WORKING DATA:
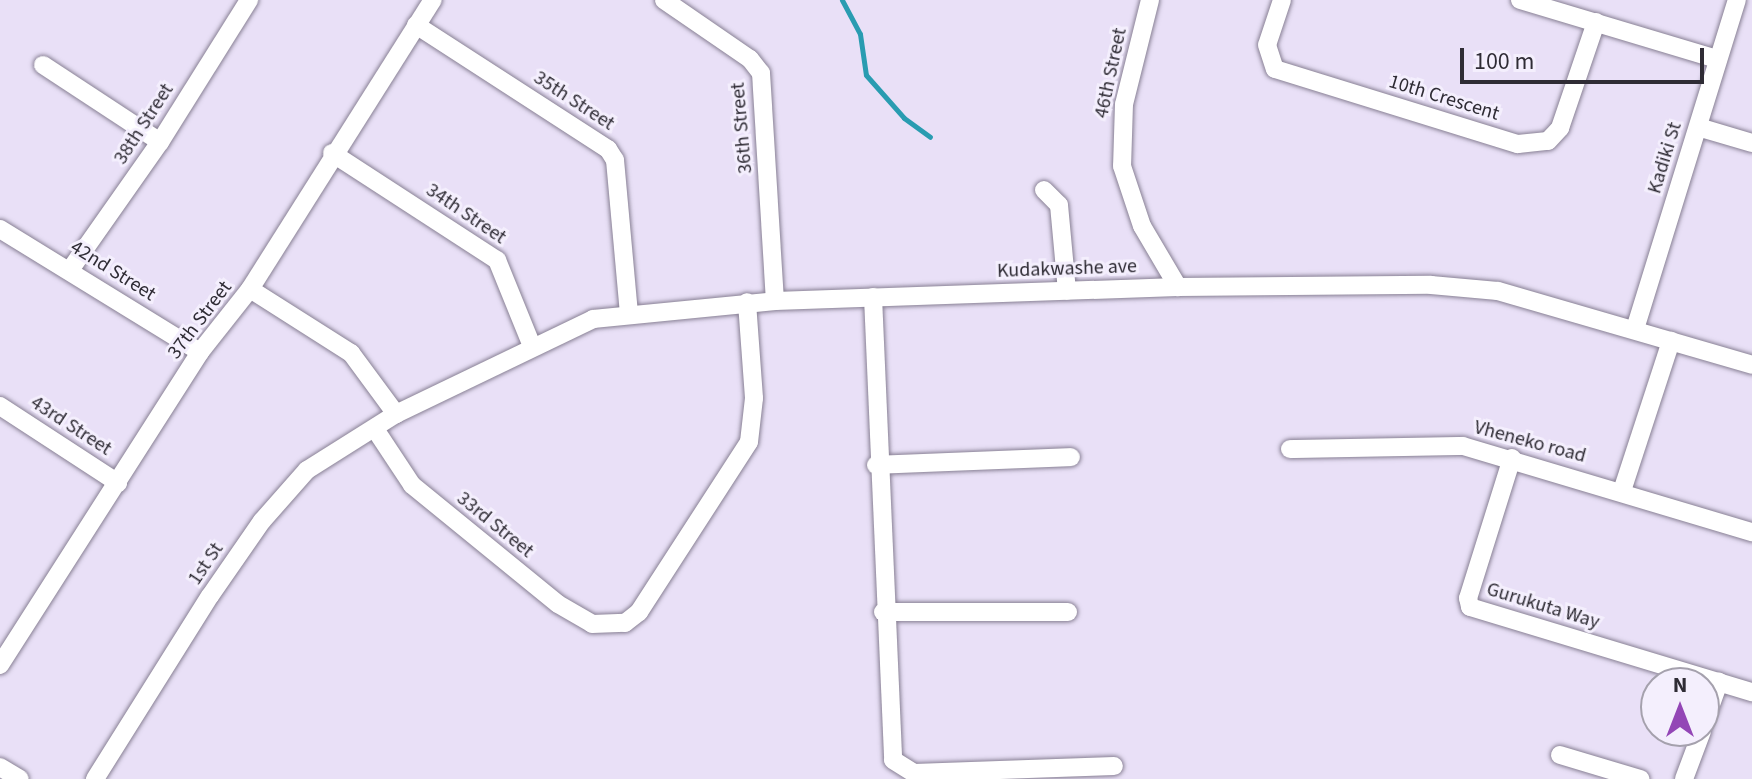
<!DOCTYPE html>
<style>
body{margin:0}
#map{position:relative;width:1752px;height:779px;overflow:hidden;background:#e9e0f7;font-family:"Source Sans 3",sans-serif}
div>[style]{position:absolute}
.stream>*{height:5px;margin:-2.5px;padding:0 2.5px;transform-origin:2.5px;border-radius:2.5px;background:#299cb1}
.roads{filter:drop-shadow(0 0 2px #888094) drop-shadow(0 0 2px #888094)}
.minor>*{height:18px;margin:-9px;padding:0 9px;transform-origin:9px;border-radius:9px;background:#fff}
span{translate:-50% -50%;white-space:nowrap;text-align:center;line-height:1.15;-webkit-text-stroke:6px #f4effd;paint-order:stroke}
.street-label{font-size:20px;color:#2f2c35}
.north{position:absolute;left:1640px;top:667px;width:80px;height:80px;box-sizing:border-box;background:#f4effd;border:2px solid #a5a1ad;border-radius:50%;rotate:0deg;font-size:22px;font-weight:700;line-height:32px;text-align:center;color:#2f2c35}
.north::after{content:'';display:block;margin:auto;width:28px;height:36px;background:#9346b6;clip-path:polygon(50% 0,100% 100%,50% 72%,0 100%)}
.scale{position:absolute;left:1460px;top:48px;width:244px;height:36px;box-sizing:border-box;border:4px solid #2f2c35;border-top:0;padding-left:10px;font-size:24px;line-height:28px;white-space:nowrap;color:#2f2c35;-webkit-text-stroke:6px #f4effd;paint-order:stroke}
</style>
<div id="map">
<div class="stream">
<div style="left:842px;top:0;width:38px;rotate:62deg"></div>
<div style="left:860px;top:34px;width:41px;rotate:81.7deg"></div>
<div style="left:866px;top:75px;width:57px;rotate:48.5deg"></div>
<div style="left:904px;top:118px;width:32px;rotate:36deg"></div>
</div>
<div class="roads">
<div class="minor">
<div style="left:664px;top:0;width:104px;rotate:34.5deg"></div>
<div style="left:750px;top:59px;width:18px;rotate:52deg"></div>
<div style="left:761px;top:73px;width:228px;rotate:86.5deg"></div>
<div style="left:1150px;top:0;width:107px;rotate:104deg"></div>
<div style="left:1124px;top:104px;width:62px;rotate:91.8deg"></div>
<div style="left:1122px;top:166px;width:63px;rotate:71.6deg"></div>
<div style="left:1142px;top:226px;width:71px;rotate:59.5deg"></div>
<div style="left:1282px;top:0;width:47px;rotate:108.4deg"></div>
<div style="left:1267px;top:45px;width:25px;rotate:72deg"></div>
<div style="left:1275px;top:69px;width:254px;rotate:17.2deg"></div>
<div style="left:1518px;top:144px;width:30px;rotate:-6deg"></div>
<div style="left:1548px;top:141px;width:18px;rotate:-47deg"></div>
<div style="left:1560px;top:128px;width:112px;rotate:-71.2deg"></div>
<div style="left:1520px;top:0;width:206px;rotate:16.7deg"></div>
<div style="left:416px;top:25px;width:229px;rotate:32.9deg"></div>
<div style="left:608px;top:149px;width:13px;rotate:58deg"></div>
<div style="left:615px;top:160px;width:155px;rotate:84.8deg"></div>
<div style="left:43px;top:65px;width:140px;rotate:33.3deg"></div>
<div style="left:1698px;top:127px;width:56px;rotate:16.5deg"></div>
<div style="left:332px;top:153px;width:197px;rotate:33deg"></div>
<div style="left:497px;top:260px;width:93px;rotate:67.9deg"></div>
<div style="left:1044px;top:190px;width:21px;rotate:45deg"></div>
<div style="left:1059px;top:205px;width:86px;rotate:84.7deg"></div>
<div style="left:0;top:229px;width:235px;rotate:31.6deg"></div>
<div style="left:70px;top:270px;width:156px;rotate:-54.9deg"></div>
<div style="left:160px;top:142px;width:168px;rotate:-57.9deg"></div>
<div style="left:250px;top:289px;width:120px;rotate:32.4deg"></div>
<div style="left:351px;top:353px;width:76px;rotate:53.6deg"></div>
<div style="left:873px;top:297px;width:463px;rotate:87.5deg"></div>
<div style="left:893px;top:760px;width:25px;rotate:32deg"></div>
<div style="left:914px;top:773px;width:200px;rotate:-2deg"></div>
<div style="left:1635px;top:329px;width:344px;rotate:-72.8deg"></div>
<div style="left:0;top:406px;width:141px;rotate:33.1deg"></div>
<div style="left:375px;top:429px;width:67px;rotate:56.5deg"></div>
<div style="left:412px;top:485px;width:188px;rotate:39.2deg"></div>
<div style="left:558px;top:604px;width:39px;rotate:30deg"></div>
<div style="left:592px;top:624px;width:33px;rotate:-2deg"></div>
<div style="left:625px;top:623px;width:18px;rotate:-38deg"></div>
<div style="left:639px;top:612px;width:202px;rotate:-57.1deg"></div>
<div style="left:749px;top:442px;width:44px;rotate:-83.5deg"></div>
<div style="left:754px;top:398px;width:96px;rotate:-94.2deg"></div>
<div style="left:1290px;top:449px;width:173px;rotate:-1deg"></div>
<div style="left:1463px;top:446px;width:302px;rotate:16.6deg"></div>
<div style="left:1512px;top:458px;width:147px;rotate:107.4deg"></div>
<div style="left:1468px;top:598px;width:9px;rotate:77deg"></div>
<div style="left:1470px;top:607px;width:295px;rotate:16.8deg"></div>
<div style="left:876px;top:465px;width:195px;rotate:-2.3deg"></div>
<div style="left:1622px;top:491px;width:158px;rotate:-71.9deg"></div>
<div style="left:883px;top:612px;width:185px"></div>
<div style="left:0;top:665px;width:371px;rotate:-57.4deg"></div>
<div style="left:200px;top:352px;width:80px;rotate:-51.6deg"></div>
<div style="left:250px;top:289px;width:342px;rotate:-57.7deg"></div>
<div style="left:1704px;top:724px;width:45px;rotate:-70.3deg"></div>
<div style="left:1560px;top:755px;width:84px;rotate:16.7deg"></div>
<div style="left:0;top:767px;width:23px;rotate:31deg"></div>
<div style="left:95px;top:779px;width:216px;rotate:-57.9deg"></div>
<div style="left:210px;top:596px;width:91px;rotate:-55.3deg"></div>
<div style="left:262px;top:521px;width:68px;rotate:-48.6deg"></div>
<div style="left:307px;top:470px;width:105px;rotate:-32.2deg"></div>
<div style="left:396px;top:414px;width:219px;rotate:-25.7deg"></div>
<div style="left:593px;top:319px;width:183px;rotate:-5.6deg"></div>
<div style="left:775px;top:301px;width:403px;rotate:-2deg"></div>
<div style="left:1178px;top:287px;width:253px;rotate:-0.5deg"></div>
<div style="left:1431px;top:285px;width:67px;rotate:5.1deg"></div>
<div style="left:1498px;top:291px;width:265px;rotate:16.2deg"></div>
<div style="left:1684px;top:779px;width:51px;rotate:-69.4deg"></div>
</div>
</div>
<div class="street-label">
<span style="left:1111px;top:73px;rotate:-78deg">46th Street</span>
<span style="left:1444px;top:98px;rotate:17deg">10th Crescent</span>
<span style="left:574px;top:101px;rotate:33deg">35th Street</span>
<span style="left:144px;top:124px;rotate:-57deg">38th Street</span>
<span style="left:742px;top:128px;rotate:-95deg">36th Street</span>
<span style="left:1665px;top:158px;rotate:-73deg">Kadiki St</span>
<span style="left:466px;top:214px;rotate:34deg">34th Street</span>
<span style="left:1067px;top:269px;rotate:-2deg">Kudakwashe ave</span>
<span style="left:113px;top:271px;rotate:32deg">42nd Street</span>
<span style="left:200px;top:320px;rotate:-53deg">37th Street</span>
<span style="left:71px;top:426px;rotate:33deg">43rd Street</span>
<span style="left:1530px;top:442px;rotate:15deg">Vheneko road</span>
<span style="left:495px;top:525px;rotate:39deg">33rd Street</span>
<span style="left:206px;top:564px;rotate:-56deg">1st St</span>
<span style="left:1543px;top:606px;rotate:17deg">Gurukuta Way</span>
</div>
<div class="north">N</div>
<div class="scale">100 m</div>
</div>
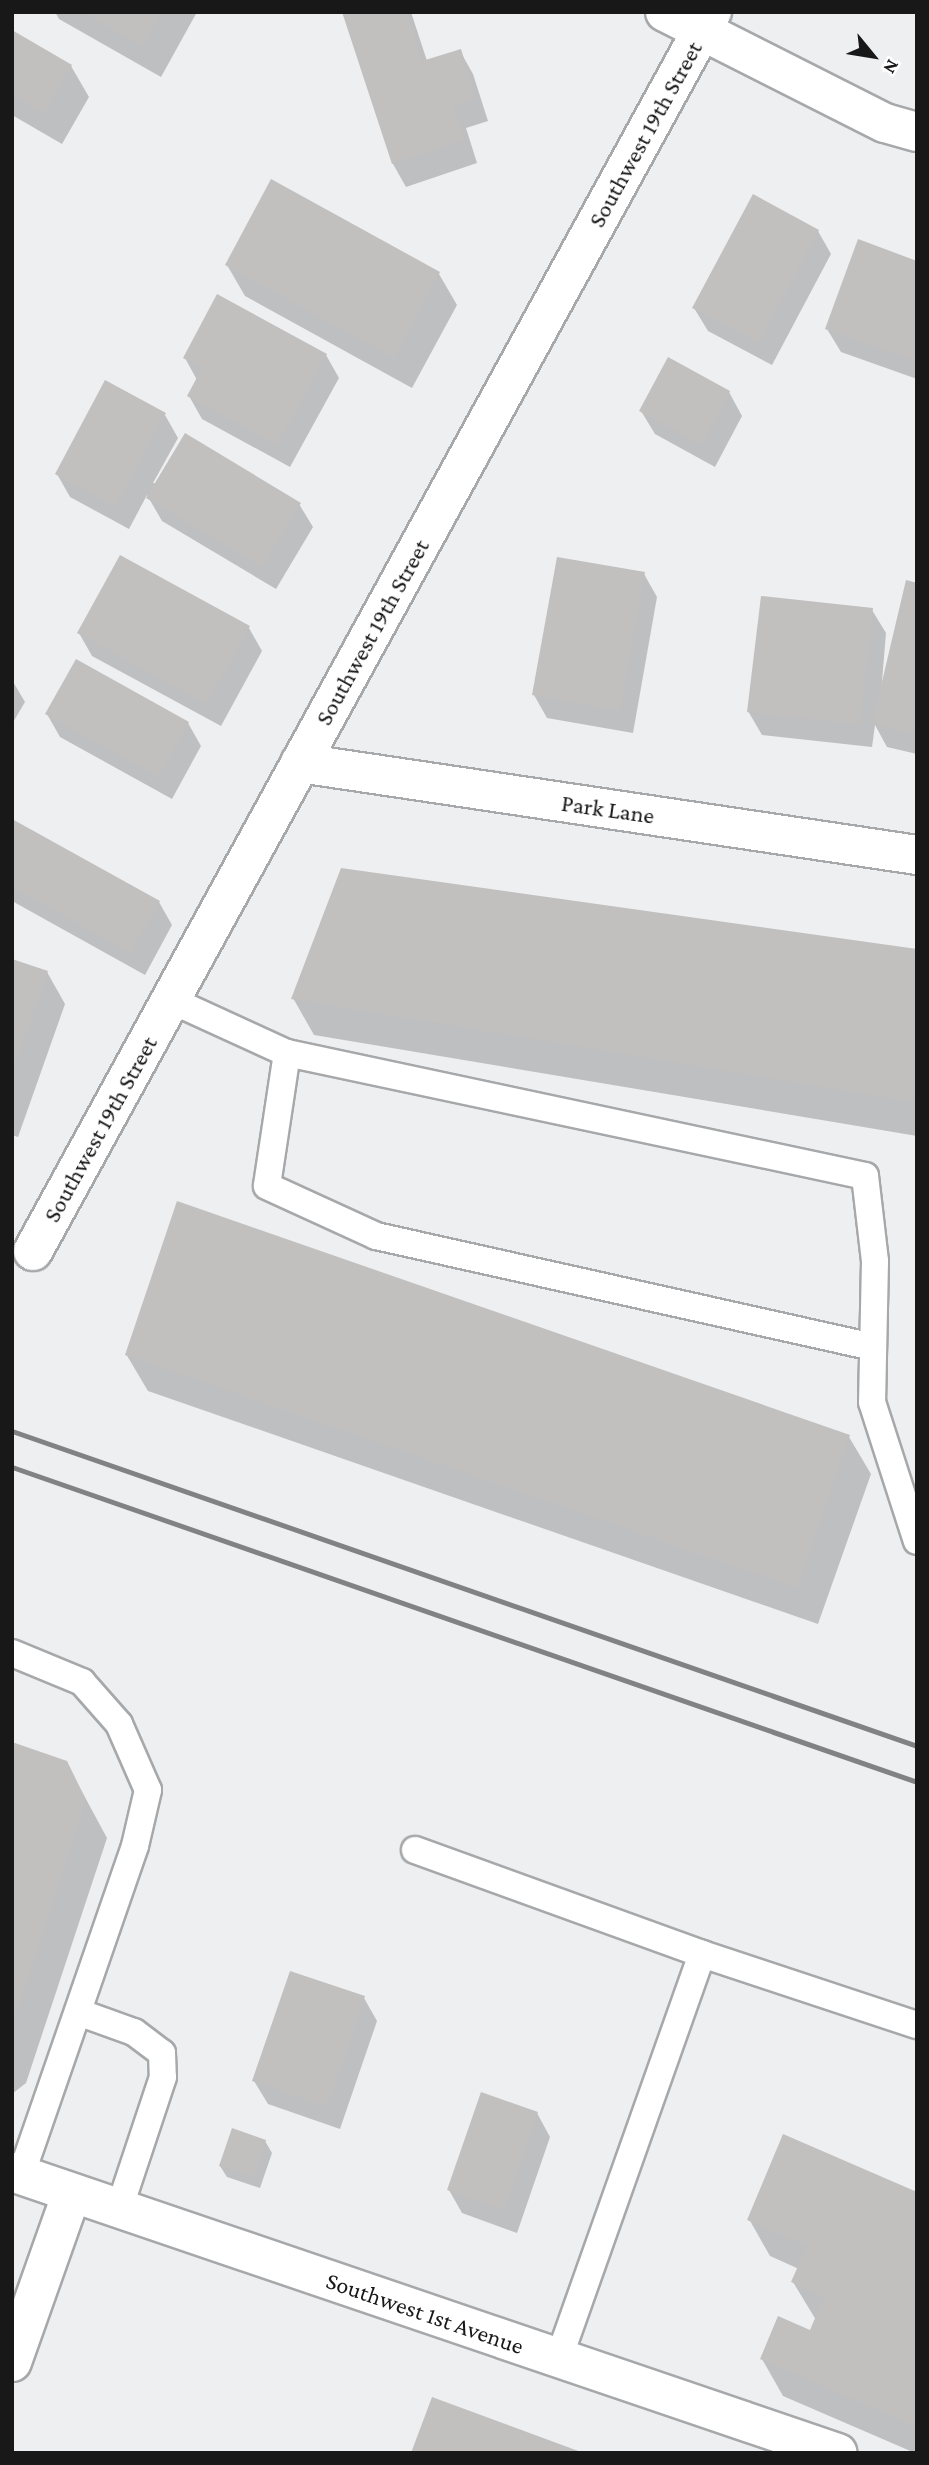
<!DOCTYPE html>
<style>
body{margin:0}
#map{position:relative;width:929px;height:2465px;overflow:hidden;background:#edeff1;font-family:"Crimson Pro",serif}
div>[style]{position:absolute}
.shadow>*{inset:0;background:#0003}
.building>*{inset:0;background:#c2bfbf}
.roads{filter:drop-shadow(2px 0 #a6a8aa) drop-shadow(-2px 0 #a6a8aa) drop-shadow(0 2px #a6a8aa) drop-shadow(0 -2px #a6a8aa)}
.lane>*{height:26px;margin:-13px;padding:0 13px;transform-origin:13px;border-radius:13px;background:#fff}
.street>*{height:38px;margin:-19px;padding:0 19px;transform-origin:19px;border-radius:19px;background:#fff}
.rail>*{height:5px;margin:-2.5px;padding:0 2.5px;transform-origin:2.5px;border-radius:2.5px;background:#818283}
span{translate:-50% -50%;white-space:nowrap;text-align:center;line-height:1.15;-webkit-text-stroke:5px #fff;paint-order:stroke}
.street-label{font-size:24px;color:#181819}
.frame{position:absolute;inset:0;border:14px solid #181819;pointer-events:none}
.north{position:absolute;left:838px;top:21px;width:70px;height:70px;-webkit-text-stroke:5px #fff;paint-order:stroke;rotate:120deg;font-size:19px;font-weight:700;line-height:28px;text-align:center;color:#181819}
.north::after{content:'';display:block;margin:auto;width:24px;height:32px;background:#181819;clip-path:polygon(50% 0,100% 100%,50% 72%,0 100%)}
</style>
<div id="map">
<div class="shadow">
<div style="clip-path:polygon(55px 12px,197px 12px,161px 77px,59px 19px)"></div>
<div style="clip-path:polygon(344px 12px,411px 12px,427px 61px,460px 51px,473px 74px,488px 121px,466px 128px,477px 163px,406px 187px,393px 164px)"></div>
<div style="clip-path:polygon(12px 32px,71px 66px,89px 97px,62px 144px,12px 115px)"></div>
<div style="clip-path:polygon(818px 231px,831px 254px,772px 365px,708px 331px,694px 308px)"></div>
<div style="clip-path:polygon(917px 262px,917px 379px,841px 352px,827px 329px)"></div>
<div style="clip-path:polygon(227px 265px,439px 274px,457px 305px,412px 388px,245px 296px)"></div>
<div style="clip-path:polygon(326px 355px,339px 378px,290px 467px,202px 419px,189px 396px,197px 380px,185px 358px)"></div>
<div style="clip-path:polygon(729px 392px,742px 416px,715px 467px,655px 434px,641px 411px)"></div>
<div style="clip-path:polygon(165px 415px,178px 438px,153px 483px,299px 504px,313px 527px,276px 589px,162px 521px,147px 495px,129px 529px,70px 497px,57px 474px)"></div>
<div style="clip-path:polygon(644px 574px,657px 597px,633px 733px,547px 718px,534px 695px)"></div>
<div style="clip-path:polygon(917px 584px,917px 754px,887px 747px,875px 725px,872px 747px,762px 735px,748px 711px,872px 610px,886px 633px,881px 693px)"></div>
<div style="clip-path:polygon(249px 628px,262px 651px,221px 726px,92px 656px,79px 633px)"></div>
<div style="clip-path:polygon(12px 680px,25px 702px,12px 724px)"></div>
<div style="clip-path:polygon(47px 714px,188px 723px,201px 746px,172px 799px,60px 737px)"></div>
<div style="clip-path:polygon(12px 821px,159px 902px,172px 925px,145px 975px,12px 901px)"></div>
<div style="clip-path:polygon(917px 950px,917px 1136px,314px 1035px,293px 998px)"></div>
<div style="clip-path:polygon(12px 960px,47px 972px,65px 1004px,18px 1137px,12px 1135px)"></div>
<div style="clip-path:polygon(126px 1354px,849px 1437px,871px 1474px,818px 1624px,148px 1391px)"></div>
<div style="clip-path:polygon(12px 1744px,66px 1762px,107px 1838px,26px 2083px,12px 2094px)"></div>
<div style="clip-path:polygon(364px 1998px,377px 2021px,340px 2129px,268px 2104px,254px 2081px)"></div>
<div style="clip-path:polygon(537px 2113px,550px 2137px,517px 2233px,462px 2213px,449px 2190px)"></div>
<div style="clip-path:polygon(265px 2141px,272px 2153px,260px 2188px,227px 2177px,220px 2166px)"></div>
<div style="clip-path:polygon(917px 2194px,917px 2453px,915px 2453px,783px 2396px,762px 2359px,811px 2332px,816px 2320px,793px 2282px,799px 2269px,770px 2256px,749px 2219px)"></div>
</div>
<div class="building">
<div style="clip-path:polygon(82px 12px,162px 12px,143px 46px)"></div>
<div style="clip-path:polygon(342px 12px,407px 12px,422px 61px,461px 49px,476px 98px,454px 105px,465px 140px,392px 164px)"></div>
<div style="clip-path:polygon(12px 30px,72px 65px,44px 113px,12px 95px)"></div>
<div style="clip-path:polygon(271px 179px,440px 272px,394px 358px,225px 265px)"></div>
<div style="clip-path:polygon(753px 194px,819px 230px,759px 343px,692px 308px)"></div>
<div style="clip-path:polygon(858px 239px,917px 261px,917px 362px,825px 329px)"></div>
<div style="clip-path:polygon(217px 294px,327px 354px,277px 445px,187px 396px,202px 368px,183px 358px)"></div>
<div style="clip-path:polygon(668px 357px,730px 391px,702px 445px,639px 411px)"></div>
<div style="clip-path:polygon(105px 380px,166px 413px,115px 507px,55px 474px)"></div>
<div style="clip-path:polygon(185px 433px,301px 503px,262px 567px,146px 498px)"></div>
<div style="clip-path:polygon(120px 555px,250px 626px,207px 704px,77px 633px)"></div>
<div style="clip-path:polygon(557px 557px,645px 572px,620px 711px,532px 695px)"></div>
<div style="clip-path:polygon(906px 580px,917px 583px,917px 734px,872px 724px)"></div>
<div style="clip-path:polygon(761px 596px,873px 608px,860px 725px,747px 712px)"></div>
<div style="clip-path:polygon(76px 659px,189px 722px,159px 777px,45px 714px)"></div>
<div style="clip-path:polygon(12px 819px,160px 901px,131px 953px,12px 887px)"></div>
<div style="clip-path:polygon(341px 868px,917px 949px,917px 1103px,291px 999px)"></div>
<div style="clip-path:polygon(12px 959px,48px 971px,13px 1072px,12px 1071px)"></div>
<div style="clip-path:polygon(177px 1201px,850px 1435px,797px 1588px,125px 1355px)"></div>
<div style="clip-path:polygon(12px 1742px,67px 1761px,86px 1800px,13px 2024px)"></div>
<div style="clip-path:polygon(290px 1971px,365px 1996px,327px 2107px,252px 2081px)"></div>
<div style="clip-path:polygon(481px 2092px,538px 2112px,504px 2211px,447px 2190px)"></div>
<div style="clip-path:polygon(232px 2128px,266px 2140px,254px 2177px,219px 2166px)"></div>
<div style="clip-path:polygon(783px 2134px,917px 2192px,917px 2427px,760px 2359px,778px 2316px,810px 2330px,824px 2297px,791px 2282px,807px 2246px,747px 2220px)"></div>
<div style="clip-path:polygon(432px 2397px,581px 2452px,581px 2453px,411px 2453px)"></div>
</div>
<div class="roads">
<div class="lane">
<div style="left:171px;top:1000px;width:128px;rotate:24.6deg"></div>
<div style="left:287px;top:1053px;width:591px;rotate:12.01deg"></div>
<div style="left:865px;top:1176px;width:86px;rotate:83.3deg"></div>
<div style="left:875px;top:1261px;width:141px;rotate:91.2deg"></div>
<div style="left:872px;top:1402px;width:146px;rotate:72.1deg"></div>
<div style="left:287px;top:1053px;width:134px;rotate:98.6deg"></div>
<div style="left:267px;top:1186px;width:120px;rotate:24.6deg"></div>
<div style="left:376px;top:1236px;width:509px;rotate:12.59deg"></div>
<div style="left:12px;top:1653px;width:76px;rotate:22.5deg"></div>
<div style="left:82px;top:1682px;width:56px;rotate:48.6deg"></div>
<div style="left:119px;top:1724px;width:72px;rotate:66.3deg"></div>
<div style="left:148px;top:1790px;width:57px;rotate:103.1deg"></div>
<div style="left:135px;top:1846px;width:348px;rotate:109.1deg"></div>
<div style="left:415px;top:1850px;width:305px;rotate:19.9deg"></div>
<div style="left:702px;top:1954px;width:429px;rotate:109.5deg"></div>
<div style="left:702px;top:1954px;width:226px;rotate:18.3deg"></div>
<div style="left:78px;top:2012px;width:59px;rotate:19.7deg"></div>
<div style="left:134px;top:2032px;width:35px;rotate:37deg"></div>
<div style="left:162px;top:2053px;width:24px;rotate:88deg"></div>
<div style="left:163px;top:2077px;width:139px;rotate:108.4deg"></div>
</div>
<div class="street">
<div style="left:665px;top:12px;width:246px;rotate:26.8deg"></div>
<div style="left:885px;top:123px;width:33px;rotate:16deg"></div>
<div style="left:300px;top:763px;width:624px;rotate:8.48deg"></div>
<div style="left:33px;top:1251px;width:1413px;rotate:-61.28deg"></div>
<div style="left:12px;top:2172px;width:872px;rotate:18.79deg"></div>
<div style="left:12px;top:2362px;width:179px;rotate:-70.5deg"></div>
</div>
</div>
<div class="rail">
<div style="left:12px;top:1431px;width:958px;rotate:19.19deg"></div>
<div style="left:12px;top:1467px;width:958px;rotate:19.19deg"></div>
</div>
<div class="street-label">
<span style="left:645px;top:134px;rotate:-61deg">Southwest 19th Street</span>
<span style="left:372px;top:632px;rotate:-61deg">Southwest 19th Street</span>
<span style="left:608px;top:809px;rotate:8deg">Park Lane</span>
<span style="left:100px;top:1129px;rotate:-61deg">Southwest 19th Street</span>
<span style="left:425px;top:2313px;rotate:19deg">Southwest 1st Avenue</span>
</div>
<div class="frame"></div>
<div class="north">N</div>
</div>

TASK PROMPT:
The answer consists of every line above in which the word "serif" occurs.

WRITTEN ANSWER:
#map{position:relative;width:1752px;height:779px;overflow:hidden;background:#e9e0f7;font-family:"Source Sans 3",sans-serif}
#map{position:relative;width:929px;height:2465px;overflow:hidden;background:#edeff1;font-family:"Crimson Pro",serif}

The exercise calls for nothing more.